[Start of Attachment]

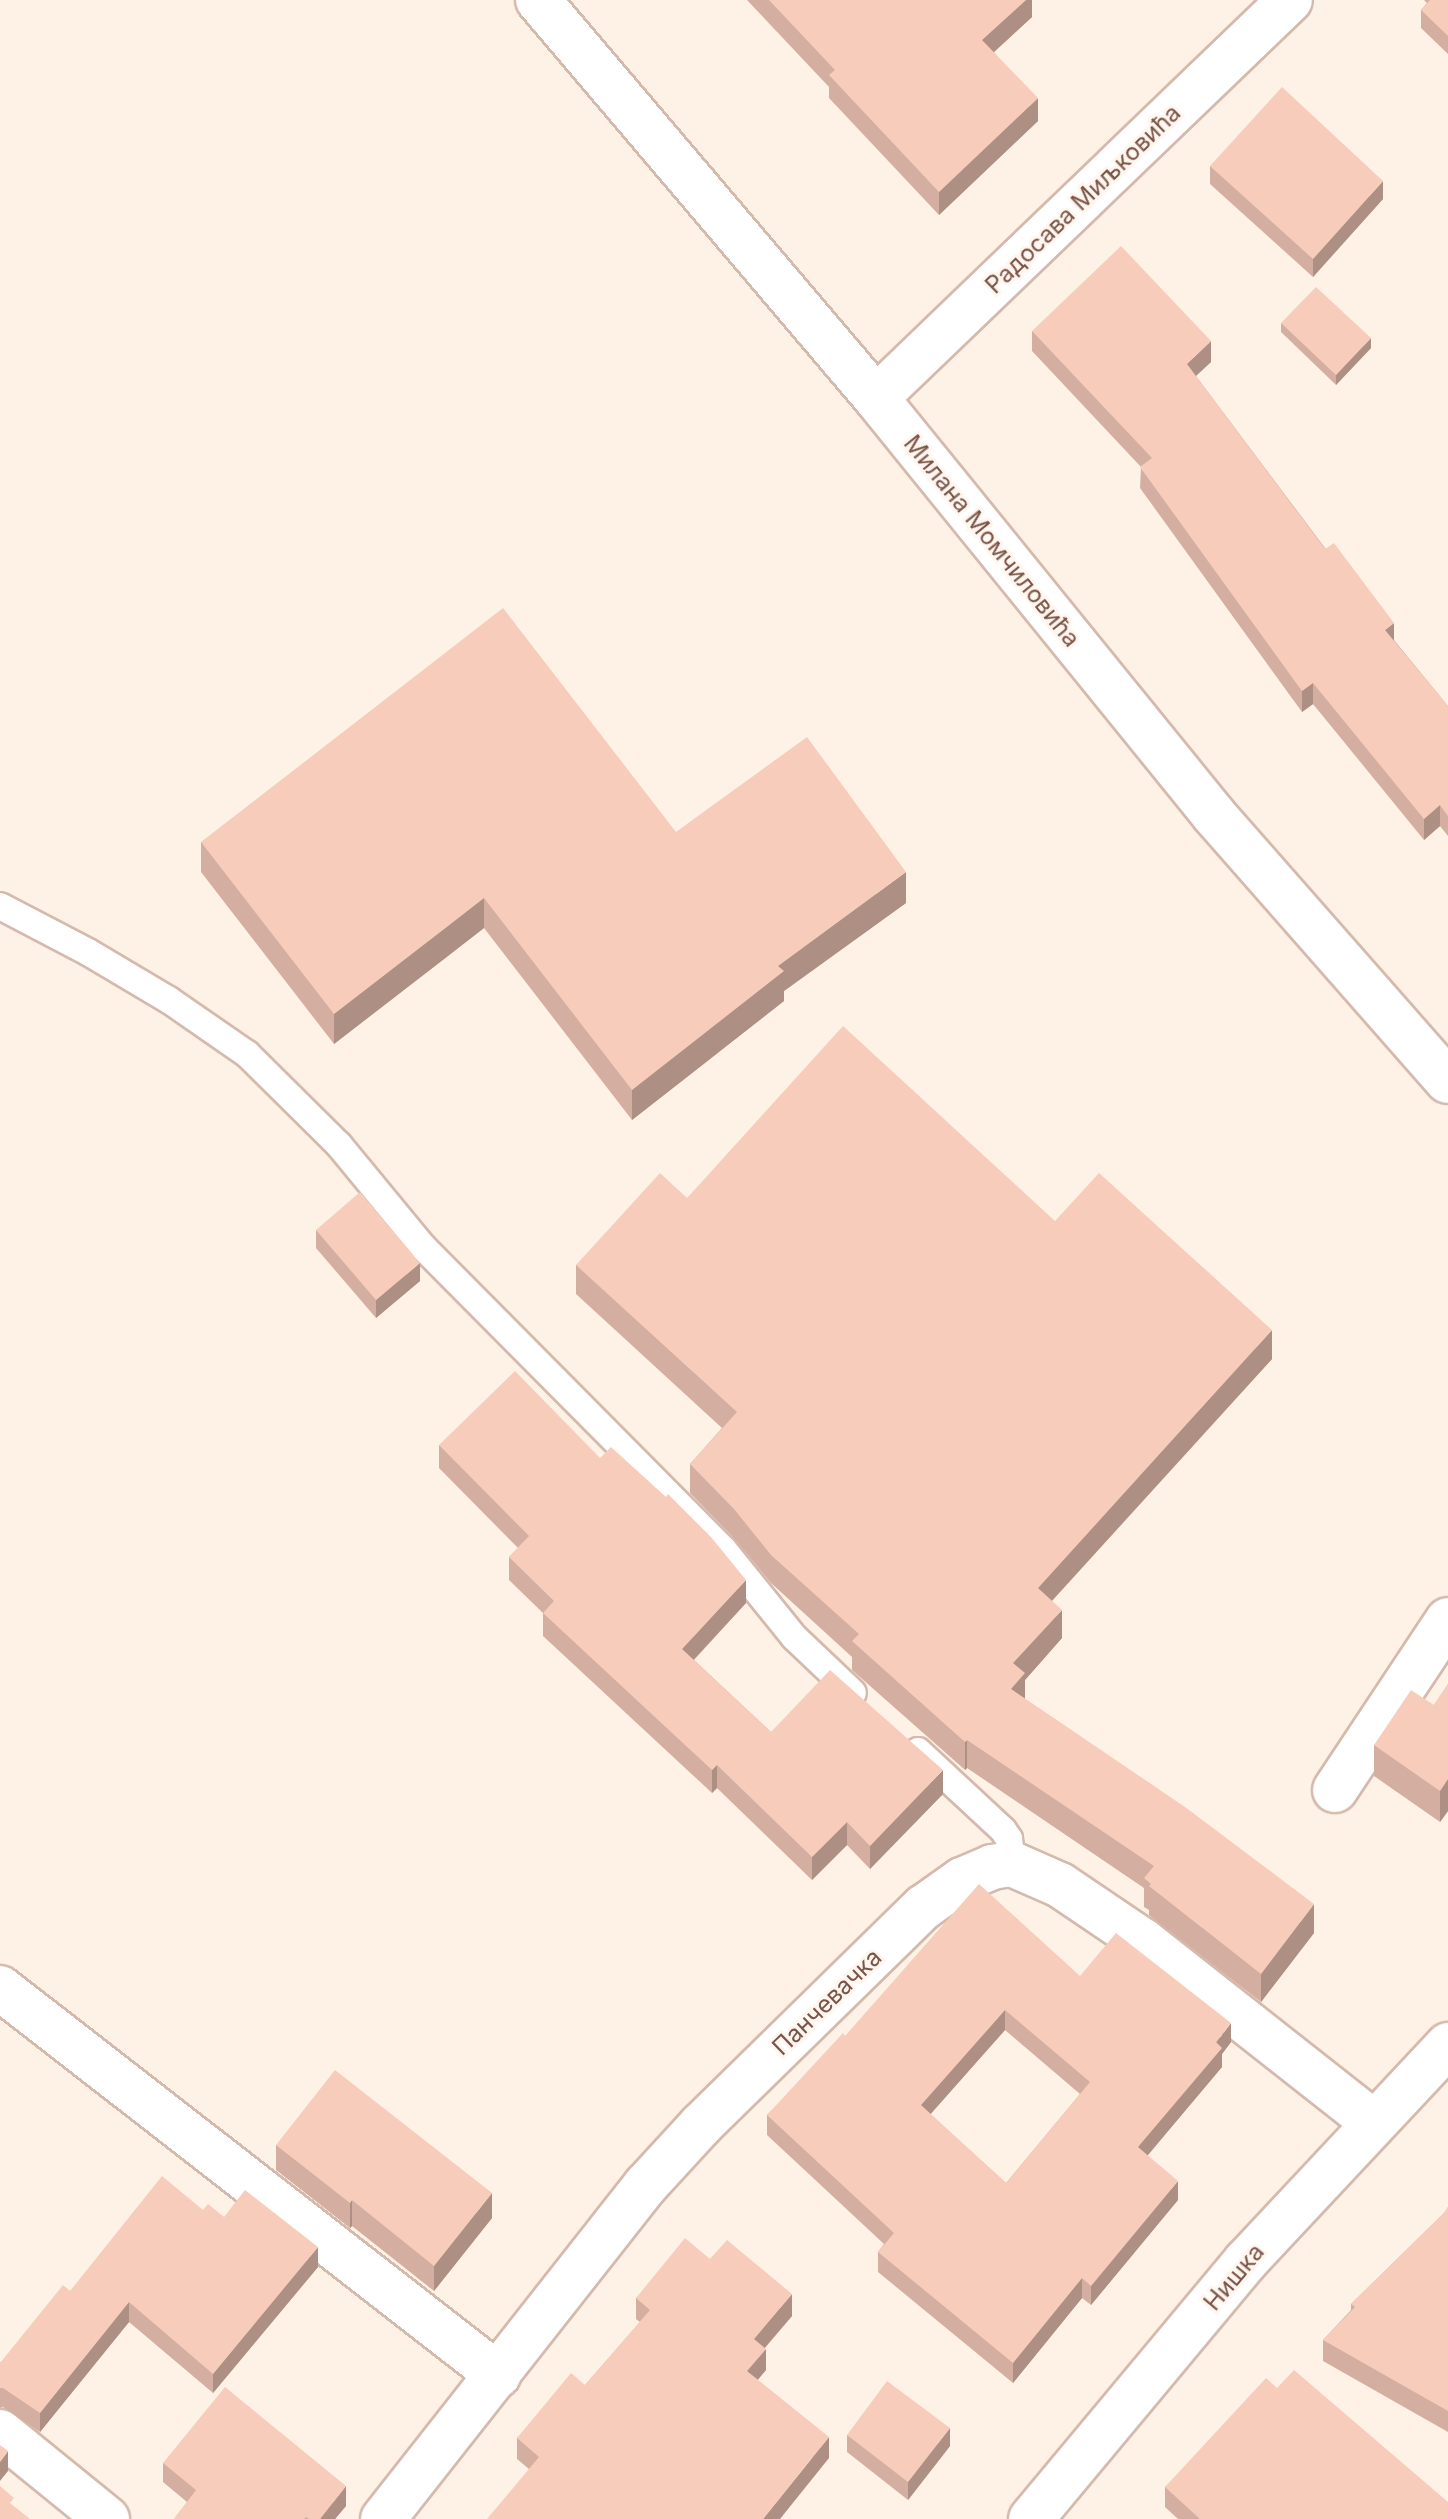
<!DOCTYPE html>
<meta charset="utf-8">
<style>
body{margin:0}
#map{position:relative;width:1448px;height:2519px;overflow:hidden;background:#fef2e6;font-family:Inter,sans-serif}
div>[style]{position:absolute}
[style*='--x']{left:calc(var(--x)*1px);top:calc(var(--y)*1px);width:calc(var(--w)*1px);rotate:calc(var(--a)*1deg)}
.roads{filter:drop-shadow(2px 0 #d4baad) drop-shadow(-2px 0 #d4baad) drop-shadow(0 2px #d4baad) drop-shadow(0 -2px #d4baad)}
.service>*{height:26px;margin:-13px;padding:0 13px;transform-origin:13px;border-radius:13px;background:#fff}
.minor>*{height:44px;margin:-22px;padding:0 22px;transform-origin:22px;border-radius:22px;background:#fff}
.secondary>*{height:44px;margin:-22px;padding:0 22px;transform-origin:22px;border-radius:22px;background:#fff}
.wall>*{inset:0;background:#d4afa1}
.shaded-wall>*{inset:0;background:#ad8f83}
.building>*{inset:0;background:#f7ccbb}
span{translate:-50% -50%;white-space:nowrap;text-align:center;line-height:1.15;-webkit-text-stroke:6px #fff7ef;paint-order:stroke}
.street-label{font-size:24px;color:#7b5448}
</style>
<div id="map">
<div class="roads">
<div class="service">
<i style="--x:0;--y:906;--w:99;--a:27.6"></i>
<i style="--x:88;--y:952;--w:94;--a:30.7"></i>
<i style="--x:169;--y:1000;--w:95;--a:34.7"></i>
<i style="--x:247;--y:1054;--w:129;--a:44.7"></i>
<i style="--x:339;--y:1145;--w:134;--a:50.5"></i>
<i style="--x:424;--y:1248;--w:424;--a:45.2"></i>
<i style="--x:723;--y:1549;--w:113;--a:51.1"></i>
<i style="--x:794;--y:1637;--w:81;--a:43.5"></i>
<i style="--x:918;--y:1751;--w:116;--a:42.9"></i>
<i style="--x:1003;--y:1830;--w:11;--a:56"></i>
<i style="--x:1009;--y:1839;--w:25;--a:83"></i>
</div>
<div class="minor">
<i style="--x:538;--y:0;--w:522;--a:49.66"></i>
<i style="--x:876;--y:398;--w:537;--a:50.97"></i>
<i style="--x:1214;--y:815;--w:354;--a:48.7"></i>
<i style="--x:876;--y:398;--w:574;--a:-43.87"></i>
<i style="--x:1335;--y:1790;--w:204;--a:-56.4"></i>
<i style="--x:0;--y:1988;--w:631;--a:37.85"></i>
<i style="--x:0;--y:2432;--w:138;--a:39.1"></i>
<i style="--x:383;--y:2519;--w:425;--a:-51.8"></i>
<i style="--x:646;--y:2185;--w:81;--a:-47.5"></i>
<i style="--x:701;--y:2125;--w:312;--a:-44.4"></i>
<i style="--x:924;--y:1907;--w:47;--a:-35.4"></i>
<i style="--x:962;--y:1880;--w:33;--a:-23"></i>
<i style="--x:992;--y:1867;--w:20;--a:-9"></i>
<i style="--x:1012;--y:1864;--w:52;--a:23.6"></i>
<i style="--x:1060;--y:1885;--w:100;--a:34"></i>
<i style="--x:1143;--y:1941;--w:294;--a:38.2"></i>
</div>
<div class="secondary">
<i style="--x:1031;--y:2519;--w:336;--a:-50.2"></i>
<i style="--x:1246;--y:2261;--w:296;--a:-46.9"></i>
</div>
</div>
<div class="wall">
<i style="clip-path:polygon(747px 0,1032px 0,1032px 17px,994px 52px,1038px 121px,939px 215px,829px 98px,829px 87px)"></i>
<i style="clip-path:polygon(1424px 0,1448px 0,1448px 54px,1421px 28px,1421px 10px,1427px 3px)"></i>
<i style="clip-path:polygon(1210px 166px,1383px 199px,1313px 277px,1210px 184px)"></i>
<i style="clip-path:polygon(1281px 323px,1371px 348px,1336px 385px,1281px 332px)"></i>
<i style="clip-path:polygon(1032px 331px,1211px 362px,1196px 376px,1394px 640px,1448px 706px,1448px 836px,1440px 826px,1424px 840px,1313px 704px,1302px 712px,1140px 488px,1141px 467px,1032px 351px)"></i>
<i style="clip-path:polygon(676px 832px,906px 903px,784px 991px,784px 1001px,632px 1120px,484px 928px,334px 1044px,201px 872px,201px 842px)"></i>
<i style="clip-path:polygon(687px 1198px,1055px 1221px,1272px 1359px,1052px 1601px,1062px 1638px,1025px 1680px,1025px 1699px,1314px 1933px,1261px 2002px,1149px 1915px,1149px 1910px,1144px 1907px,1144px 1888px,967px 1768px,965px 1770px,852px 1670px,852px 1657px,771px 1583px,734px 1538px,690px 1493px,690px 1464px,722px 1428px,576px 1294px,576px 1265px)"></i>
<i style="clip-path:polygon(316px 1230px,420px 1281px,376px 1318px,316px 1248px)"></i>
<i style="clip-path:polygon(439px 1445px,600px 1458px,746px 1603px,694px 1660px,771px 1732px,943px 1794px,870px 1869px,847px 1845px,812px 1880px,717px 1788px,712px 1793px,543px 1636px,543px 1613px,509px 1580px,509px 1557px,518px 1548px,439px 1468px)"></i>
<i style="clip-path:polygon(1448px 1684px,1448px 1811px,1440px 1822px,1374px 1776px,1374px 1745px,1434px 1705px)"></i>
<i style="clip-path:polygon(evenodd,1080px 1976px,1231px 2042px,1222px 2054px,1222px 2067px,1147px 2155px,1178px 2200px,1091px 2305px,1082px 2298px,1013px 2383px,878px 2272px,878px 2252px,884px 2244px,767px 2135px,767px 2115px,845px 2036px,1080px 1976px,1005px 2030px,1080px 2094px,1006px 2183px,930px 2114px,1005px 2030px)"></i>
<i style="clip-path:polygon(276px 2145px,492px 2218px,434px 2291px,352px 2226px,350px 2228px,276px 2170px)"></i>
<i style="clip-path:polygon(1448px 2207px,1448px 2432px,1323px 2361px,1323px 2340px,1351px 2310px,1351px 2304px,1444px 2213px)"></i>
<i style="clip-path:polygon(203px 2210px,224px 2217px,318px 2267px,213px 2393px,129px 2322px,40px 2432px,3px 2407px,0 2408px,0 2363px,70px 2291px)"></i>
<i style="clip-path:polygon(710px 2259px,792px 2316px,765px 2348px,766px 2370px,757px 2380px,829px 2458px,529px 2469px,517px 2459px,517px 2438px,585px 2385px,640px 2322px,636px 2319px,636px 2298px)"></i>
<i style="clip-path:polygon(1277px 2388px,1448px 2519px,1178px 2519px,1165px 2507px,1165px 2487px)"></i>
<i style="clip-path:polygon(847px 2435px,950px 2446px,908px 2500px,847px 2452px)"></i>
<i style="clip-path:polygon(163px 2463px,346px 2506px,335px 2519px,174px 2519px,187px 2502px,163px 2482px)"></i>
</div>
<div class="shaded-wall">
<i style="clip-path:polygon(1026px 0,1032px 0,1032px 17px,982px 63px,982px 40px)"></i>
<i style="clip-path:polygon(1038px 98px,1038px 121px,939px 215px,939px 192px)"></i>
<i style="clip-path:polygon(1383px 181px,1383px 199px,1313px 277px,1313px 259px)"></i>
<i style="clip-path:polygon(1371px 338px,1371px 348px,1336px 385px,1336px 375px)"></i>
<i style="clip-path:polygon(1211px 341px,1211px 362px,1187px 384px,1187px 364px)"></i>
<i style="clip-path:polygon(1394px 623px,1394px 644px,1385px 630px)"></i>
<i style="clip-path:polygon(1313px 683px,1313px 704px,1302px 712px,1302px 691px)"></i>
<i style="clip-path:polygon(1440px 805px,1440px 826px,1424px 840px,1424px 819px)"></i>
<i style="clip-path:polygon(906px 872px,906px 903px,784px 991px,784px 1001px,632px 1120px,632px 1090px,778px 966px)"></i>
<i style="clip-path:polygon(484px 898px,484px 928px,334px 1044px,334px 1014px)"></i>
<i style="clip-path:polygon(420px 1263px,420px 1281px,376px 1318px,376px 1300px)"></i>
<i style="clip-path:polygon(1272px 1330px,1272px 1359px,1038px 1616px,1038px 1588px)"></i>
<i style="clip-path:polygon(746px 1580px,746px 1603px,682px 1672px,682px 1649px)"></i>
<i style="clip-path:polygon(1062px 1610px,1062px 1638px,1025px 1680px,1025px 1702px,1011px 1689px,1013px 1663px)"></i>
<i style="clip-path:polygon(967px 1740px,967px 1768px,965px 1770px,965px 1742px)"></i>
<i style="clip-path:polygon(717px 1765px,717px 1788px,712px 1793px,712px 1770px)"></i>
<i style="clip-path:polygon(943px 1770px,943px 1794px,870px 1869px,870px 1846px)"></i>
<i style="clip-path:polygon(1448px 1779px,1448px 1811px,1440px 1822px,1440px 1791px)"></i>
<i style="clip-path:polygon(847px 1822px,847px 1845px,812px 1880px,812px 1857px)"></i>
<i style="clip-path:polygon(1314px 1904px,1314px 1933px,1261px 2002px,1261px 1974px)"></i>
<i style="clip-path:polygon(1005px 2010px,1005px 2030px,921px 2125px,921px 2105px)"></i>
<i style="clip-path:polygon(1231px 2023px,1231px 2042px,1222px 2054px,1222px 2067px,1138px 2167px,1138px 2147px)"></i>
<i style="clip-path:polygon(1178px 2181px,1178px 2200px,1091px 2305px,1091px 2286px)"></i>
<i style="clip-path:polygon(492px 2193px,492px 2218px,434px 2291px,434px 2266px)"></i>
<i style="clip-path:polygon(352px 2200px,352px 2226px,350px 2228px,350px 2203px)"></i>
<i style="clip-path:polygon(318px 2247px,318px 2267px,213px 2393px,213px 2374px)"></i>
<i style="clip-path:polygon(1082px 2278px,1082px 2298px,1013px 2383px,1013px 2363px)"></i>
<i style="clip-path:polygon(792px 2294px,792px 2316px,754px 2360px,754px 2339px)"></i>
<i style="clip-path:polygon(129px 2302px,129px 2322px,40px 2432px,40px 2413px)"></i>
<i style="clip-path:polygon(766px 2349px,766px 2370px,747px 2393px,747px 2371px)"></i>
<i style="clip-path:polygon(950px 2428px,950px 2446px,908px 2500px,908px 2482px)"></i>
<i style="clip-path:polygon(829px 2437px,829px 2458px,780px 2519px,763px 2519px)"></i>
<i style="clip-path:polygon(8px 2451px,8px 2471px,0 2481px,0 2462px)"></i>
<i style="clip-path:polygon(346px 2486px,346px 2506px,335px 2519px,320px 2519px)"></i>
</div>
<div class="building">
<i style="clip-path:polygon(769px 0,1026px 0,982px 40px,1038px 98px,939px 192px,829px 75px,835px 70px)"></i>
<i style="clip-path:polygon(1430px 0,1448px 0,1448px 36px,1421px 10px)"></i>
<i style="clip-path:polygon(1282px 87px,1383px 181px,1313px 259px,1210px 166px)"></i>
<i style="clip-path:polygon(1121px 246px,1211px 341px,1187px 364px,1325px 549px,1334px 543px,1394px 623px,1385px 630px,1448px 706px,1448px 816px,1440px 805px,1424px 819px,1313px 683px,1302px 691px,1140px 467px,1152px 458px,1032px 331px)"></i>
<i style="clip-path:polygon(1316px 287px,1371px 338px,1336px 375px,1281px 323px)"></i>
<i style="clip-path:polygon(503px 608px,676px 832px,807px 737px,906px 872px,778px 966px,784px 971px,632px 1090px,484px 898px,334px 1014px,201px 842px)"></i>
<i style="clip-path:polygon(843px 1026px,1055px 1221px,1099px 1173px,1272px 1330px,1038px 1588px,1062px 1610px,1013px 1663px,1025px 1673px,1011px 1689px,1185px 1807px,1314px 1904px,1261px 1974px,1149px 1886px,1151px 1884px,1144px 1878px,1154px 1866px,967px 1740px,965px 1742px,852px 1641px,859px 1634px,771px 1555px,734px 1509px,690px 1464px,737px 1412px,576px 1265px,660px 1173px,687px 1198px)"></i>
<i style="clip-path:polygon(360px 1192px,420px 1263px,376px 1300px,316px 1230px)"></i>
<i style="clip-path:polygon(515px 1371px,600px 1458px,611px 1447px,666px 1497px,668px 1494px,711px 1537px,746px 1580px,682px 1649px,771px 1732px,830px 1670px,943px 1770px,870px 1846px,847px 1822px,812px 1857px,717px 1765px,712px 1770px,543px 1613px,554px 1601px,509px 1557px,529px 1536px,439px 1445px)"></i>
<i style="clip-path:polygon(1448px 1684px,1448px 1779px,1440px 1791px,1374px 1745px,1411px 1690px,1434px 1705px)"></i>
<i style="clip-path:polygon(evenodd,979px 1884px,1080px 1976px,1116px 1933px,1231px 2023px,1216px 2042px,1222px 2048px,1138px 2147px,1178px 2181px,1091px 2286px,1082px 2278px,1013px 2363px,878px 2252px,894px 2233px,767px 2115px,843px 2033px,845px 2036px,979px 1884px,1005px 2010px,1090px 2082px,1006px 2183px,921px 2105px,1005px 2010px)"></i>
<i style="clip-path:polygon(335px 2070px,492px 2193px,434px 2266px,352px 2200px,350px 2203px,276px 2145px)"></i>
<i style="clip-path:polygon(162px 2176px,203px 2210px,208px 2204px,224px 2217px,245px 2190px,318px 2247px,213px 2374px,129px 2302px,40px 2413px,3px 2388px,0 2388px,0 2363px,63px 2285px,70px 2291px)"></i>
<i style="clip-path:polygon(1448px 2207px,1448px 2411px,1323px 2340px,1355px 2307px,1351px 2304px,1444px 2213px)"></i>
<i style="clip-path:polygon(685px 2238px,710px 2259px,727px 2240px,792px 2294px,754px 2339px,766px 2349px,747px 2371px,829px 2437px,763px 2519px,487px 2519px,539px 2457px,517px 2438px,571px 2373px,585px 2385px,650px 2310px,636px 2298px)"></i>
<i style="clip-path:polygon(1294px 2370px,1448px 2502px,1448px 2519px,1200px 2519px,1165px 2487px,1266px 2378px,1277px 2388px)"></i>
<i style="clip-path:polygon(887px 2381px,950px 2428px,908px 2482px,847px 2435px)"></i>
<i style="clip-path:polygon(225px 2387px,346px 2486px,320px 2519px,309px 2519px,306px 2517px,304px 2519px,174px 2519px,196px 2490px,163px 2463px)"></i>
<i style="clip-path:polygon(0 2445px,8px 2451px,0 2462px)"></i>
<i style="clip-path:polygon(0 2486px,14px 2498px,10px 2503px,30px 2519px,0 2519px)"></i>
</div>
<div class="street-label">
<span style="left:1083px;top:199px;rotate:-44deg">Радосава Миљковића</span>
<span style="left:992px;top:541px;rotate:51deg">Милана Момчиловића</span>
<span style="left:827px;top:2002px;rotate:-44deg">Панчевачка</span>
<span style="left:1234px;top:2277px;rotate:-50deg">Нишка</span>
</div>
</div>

[End of Attachment]

• _Your assignment_:
Filter the entries by the string "width" and copy each matching line.

• _Response to the task_:
#map{position:relative;width:1448px;height:2519px;overflow:hidden;background:#fef2e6;font-family:Inter,sans-serif}
[style*='--x']{left:calc(var(--x)*1px);top:calc(var(--y)*1px);width:calc(var(--w)*1px);rotate:calc(var(--a)*1deg)}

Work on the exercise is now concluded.